Go through the data line by line and count the lines that hold "Drive". Reply with the total only.

[Records for this exercise Boundary: Start]

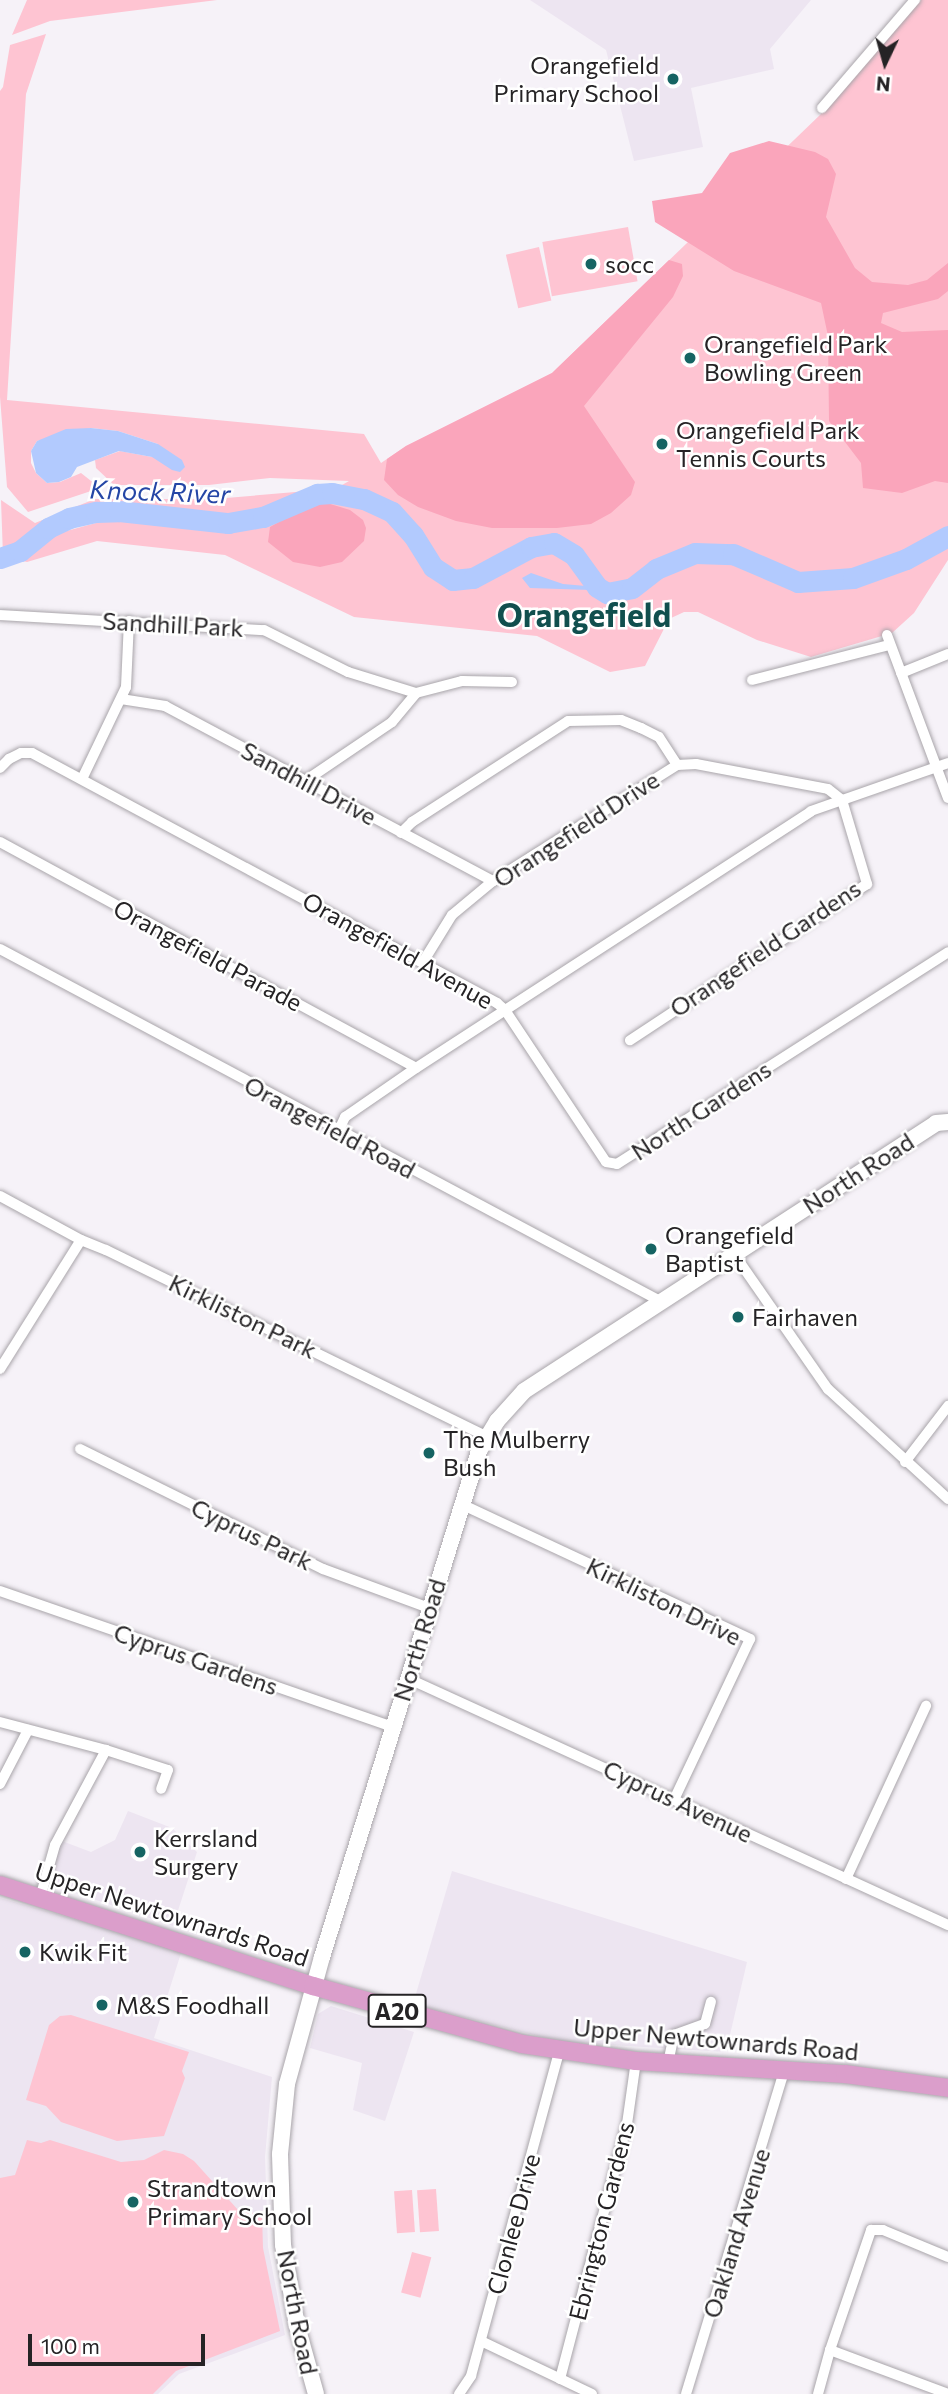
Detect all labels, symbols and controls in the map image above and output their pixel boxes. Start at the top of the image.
north arrow [850,28,920,98]
place label: Orangefield Primary School [494,51,659,107]
marker: Orangefield Primary School [665,71,681,87]
text: N [875,72,891,96]
place label: socc [605,250,654,278]
marker: socc [583,256,599,272]
place label: Orangefield Park Bowling Green [704,330,888,386]
marker: Orangefield Park Bowling Green [682,350,698,366]
place label: Orangefield Park Tennis Courts [676,416,860,472]
marker: Orangefield Park Tennis Courts [654,436,670,452]
water label: Knock River [89,473,231,509]
district label: Orangefield [497,595,671,633]
street label: Sandhill Park [102,606,244,642]
street label: Sandhill Drive [236,735,382,831]
street label: Orangefield Drive [488,765,664,893]
street label: Orangefield Gardens [664,873,866,1023]
street label: Orangefield Avenue [298,886,498,1014]
street label: Orangefield Parade [109,893,307,1017]
street label: North Gardens [626,1054,776,1166]
street label: Orangefield Road [240,1070,420,1184]
street label: North Road [797,1127,919,1219]
place label: Orangefield Baptist [665,1221,794,1277]
marker: Orangefield Baptist [643,1241,659,1257]
street label: Kirkliston Park [165,1268,321,1364]
place label: Fairhaven [752,1303,858,1331]
marker: Fairhaven [730,1309,746,1325]
place label: The Mulberry Bush [443,1425,590,1481]
marker: The Mulberry Bush [421,1445,437,1461]
street label: Cyprus Park [187,1492,317,1576]
street label: Kirkliston Drive [582,1551,746,1651]
street label: North Road [387,1575,451,1705]
street label: Cyprus Gardens [110,1617,282,1701]
street label: Cyprus Avenue [599,1754,757,1848]
place label: Kerrsland Surgery [154,1824,258,1880]
marker: Kerrsland Surgery [132,1844,148,1860]
street label: Upper Newtownards Road [31,1856,313,1972]
place label: Kwik Fit [39,1938,127,1966]
marker: Kwik Fit [17,1944,33,1960]
place label: M&S Foodhall [116,1991,269,2019]
road number: A20 [367,1992,427,2030]
marker: M&S Foodhall [94,1997,110,2013]
street label: Upper Newtownards Road [572,2012,860,2066]
street label: Ebrington Gardens [562,2119,640,2323]
street label: Oakland Avenue [696,2145,776,2321]
street label: Clonlee Drive [480,2150,546,2298]
place label: Strandtown Primary School [147,2174,312,2230]
marker: Strandtown Primary School [125,2194,141,2210]
street label: North Road [272,2247,324,2377]
scale bar [32,2320,208,2364]
text: 100 m [41,2333,100,2358]

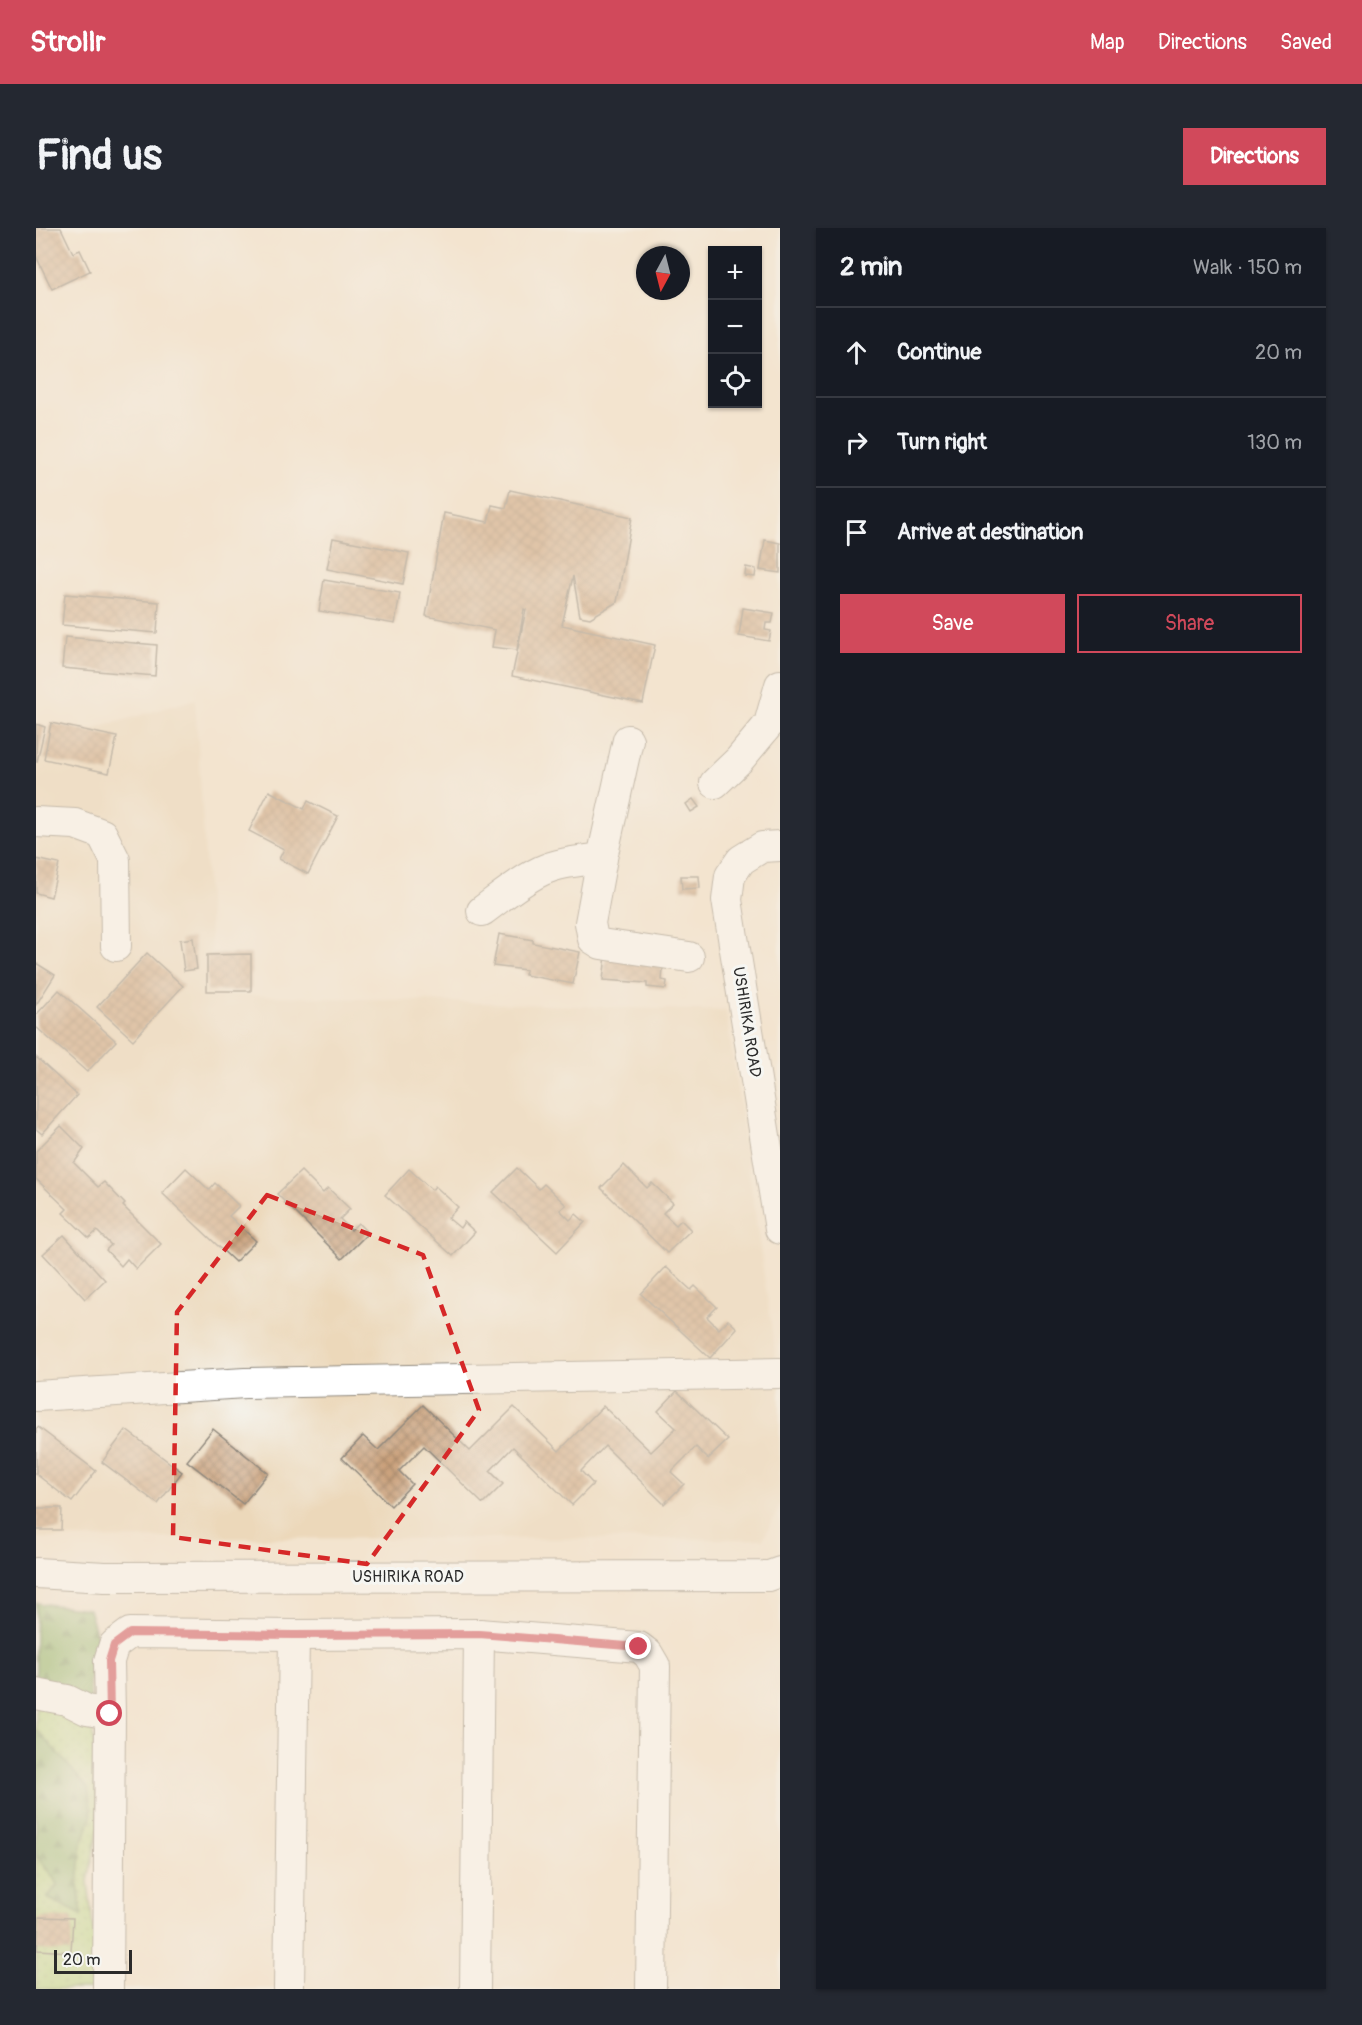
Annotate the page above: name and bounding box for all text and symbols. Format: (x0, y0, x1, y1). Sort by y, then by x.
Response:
text: Strollr (30, 25, 105, 60)
text: Map (1090, 29, 1125, 56)
text: Directions (1158, 29, 1247, 56)
text: Saved (1280, 29, 1332, 56)
button: Directions (1183, 128, 1326, 185)
text: Find us (36, 130, 162, 182)
north arrow (636, 246, 690, 300)
map controls (708, 246, 762, 408)
button: + (708, 246, 762, 300)
text: 2 min (840, 251, 902, 283)
text: Walk · 150 m (1193, 255, 1302, 280)
button: − (708, 300, 762, 354)
icon: ahead (840, 336, 873, 369)
text: Continue (897, 338, 981, 366)
text: 20 m (1255, 340, 1302, 365)
button: locate (708, 354, 762, 408)
icon: right (840, 426, 873, 459)
text: Turn right (897, 428, 987, 456)
text: 130 m (1247, 430, 1302, 455)
icon: arrive (840, 516, 873, 549)
text: Arrive at destination (897, 518, 1083, 546)
button: Save (840, 594, 1065, 653)
button: Share (1077, 594, 1302, 653)
street label: USHIRIKA ROAD (728, 965, 766, 1079)
street label: USHIRIKA ROAD (352, 1567, 464, 1587)
route end (625, 1633, 651, 1659)
route start (96, 1700, 122, 1726)
scale bar (54, 1947, 132, 1974)
text: 20 m (63, 1950, 101, 1970)

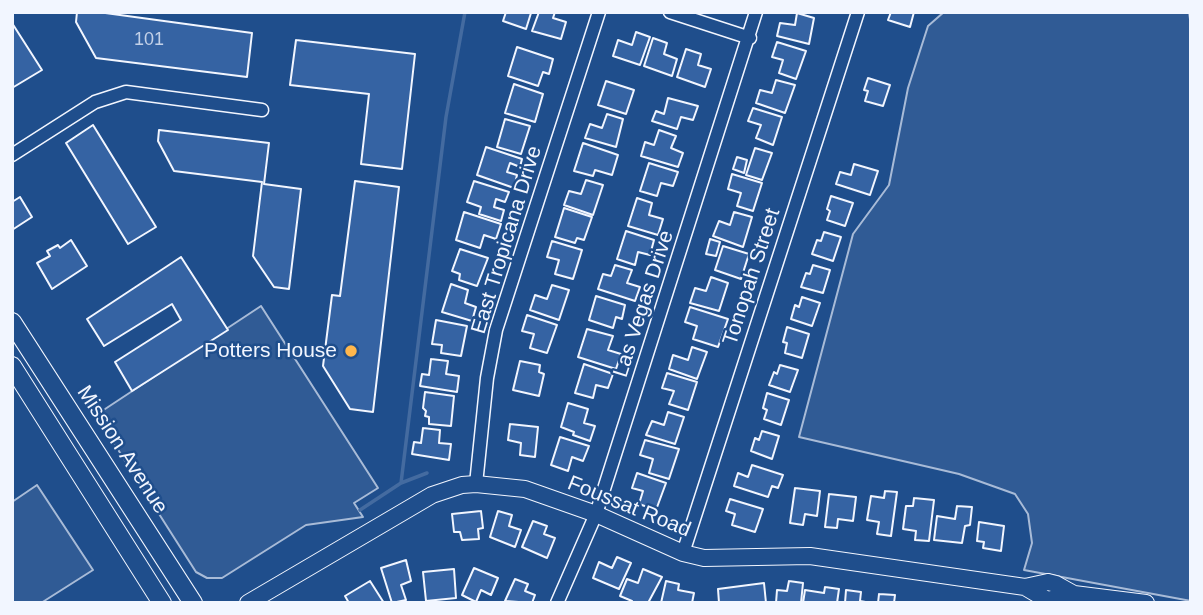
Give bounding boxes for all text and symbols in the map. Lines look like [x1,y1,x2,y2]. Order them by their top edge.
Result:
house number: 101 [134,29,164,51]
street label: East Tropicana Drive [466,143,548,337]
street label: Tonopah Street [718,205,786,349]
street label: Las Vegas Drive [608,227,680,381]
place label: Potters House [204,338,337,364]
marker: Potters House [343,343,359,359]
street label: Mission Avenue [71,381,173,519]
street label: Foussat Road [564,471,694,543]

[Records for this exercise Boundary: End]

Written response »
6